Lorenzo opened his eyes and stood up, his erection pressing against the fabric of his jeans. The vision was even more real than life, more real than him standing there, barefoot. It had to be real, it had to be a sign.
Silently, he removed his clothes, folding them neatly and laying them on his bed. There was no knife on his table, so he picked up the scalpel, twiddled it thoughtfully in his hands. The metal stairs creaked underneath his weight as he climbed up them, willing himself to move slowly. The excitement, the anticipation was overwhelming. It consumed his entire being. It was what he was meant to do.
He could hear Aunt Sylvia snoring in her bedroom, so deep in sleep she didn't even stir when the door let out a resounding creak as Lorenzo pushed it open. She wasn't naked like in his vision, but in a filmy white nightdress that was so sheer he could see her breasts through it clearly, her red nipples.
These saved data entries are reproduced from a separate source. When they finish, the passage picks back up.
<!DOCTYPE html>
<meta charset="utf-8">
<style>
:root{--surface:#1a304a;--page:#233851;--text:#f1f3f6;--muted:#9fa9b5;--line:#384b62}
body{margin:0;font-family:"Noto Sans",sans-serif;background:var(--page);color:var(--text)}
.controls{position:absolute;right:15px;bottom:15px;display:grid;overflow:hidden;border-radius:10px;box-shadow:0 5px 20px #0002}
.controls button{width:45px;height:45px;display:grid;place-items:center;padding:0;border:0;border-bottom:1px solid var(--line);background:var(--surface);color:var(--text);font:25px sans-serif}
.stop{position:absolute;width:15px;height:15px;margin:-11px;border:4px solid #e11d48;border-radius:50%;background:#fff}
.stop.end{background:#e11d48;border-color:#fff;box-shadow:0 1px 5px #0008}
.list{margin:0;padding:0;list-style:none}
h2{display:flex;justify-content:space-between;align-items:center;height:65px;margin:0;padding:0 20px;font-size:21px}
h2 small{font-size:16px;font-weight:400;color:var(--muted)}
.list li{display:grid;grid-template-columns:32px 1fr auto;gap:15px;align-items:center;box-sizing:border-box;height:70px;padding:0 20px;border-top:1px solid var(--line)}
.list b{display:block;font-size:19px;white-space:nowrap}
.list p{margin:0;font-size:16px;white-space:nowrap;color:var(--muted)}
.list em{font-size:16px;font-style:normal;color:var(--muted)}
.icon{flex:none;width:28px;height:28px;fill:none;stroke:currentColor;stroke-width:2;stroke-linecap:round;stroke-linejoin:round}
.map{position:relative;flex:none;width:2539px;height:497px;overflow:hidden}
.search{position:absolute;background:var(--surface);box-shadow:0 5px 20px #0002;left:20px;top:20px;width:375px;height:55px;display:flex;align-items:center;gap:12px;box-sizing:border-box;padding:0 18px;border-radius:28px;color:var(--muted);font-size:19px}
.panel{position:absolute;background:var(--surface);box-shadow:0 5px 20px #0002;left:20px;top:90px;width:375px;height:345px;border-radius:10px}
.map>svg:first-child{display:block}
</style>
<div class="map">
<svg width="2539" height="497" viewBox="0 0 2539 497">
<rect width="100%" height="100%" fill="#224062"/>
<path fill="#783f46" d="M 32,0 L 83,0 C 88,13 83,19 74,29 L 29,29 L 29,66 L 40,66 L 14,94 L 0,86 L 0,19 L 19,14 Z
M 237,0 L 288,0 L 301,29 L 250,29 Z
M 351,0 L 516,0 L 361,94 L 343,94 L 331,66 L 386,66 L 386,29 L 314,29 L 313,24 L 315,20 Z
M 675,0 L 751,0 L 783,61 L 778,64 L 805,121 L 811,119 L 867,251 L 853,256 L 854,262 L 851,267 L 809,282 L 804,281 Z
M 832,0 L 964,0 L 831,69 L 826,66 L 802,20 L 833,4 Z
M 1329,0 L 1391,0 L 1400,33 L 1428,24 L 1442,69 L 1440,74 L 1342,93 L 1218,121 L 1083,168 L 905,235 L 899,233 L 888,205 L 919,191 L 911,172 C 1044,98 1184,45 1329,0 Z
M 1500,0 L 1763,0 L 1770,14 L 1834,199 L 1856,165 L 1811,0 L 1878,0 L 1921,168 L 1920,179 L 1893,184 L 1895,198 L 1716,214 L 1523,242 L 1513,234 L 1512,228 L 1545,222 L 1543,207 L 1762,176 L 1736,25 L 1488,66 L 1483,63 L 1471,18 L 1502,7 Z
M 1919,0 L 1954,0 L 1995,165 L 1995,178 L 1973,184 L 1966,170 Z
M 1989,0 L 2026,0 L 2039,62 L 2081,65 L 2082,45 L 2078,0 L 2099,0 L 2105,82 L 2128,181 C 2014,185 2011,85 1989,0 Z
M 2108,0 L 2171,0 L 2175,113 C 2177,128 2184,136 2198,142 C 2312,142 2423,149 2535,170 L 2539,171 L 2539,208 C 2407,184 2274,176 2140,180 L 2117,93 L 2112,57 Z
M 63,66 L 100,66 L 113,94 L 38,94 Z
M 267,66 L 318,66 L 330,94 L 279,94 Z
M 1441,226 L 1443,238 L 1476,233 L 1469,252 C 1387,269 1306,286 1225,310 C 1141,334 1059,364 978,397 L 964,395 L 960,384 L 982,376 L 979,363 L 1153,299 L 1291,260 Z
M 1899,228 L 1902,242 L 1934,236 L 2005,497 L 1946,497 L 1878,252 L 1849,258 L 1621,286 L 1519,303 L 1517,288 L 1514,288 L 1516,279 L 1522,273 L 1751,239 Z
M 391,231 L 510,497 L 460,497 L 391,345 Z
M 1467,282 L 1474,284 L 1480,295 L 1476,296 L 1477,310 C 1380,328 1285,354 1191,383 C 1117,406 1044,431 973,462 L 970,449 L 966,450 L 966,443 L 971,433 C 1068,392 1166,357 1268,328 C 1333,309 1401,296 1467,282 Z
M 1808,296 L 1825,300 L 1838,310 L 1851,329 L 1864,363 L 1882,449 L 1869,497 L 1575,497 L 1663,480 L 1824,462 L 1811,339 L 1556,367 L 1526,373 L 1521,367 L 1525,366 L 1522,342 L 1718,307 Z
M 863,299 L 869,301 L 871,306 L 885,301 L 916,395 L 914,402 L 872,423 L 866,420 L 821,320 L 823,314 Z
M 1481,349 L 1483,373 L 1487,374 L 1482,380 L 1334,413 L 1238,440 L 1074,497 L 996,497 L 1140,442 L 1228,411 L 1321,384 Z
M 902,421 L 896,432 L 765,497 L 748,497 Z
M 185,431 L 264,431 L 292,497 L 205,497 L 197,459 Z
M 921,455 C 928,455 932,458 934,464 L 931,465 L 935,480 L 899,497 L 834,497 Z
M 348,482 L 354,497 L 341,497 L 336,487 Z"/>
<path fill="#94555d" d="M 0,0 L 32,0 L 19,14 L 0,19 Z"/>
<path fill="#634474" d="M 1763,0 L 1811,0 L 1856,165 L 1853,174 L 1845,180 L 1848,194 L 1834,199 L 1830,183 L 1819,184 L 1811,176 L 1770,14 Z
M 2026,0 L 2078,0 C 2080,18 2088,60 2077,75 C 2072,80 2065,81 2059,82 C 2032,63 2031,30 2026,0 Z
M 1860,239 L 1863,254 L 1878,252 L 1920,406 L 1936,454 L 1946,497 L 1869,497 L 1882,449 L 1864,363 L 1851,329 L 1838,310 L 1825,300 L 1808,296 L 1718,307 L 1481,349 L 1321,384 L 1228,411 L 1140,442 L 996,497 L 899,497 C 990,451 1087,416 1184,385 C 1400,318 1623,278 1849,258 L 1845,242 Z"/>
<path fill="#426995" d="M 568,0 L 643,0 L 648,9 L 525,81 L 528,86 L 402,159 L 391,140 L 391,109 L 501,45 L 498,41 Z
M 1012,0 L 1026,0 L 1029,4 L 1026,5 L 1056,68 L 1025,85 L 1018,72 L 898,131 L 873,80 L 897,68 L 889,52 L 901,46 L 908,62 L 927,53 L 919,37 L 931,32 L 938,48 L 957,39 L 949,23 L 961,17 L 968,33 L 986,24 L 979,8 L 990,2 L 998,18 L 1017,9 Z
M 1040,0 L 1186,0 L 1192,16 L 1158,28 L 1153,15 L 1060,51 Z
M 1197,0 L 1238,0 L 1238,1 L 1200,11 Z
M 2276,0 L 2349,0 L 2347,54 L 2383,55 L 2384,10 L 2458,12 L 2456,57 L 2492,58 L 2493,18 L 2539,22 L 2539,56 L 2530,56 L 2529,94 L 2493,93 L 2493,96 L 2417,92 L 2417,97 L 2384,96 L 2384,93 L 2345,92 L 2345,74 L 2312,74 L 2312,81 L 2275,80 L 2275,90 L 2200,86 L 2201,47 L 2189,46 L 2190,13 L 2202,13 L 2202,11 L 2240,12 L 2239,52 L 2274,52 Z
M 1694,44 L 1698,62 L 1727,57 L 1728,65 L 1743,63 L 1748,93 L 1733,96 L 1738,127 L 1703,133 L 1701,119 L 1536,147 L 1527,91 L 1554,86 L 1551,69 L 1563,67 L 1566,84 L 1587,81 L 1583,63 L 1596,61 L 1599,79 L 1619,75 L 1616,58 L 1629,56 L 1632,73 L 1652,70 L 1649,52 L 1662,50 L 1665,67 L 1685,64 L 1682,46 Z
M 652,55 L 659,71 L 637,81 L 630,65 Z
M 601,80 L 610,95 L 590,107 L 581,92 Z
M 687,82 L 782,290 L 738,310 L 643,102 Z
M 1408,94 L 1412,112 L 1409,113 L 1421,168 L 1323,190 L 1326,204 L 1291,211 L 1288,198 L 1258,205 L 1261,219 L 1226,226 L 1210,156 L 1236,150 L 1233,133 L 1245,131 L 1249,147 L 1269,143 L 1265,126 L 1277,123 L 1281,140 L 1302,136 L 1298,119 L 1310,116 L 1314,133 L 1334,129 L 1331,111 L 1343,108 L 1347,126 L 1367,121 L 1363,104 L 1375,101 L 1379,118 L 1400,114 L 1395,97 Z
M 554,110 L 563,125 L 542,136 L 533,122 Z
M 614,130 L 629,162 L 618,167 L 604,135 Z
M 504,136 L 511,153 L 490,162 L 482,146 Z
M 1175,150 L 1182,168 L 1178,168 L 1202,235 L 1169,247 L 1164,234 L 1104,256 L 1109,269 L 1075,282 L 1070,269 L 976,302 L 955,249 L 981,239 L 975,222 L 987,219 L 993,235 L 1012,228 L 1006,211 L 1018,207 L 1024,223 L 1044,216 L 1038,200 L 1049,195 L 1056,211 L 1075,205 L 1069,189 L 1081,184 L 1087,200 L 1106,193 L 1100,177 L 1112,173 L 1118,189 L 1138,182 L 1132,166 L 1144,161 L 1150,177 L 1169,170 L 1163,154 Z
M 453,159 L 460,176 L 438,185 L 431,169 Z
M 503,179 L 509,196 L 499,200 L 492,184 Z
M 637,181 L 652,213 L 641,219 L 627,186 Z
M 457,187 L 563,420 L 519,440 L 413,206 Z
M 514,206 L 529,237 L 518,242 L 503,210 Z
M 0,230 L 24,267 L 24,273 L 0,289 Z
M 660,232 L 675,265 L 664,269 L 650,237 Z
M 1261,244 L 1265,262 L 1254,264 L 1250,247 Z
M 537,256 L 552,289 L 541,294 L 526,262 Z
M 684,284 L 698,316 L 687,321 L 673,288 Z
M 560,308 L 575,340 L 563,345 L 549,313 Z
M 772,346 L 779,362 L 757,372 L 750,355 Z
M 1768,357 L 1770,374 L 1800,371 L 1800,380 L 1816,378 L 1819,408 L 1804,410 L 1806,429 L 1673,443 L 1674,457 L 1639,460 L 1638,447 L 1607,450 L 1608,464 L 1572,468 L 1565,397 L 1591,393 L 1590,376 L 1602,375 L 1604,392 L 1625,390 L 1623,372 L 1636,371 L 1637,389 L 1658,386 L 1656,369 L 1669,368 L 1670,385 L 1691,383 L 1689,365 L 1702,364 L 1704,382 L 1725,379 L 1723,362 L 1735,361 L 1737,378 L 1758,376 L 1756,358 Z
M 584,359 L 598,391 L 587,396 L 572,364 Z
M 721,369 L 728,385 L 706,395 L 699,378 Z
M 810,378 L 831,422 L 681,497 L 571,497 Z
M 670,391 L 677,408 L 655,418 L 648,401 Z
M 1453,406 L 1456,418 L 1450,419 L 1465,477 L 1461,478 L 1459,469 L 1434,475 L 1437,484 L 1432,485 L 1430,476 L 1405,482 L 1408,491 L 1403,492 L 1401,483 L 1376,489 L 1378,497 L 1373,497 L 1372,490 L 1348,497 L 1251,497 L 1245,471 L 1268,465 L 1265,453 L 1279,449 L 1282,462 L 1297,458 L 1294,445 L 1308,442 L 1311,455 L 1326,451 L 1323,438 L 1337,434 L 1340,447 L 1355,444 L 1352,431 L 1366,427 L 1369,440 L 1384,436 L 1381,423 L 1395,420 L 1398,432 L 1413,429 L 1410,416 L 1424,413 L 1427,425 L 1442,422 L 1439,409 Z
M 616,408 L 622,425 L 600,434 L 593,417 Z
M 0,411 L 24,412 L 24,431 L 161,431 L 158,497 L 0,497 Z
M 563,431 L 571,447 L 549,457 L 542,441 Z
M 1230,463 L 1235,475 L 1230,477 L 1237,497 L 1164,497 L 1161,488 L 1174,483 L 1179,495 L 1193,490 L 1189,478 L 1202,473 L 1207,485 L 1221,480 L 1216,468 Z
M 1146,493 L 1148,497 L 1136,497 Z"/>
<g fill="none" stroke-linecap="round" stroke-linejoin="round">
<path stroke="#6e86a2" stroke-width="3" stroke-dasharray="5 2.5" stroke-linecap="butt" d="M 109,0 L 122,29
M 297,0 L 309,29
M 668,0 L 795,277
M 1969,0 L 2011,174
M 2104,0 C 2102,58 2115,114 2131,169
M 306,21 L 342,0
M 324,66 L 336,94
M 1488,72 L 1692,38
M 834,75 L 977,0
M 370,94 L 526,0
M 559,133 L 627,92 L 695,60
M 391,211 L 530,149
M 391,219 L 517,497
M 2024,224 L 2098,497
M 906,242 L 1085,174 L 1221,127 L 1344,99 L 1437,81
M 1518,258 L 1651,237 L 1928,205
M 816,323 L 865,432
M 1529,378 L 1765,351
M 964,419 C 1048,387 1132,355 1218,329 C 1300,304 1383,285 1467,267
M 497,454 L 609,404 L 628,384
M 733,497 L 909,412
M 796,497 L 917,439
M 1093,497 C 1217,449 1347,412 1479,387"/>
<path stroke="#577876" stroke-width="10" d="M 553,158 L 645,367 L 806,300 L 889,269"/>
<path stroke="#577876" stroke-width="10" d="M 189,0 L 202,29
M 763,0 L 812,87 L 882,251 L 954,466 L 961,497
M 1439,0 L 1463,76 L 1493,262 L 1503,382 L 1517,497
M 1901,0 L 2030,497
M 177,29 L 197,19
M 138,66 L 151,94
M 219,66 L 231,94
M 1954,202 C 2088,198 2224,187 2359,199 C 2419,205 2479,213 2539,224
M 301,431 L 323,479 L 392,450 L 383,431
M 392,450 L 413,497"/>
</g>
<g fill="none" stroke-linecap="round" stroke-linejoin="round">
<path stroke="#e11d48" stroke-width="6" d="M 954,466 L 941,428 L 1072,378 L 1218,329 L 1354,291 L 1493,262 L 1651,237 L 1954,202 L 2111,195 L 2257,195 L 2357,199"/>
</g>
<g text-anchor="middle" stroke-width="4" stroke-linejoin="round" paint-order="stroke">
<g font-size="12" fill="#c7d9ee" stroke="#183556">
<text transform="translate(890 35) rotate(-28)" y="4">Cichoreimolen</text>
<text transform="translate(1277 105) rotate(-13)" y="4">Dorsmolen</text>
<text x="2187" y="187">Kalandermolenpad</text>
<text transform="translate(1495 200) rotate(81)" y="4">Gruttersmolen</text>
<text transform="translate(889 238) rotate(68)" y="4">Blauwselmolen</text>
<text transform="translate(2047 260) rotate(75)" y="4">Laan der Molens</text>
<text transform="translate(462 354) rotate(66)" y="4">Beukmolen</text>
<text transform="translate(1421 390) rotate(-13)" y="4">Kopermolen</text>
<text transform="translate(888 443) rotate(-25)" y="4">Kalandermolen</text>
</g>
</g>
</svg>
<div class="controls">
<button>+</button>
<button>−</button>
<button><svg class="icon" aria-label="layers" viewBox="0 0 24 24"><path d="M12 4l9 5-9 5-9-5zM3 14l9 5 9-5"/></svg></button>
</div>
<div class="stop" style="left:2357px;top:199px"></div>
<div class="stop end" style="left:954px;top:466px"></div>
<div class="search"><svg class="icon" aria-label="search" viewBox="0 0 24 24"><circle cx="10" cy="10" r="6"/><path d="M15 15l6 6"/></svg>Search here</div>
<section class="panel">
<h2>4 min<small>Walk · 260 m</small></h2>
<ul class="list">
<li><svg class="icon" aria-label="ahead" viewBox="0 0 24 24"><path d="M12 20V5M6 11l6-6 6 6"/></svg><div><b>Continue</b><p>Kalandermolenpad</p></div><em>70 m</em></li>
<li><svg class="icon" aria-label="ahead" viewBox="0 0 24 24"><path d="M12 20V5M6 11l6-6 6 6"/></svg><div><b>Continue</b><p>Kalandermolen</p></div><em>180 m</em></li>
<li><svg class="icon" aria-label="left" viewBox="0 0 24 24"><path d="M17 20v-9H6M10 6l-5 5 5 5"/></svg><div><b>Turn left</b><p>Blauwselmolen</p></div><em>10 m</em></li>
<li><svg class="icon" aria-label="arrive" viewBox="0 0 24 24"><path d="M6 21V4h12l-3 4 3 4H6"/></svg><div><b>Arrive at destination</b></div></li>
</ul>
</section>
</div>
He could have watched her for a bit, watched her breath rise and fall, listened to her snore. Instead, he struck right away, not leaving any time for sentiments. Sylvia spasmed as Lorenzo jammed the scalpel into her throat, twisting it deeper and deeper, blood running out over his hands. Her eyes opened, blue, bulging in their sockets and she died, watching her nephew smile blankly as he knelt on top of her, keeping her in place.
He kept twisting the scalpel long after he knew she was dead, stopping when the surface of the blood started to coagulate on the bed sheets. Lorenzo stood back, let out a whimper, and ejaculated onto his aunt's corpse. He sighed in exhaustion as it stopped, leaning forward to rub the semen into his aunt's skin, pushing up her nightdress to get it over her legs and between them.
Lorenzo prodded her cheek with his finger, feeling the tender flesh. He cut a slice off with the scalpel, taking care not to cut himself. And began to eat.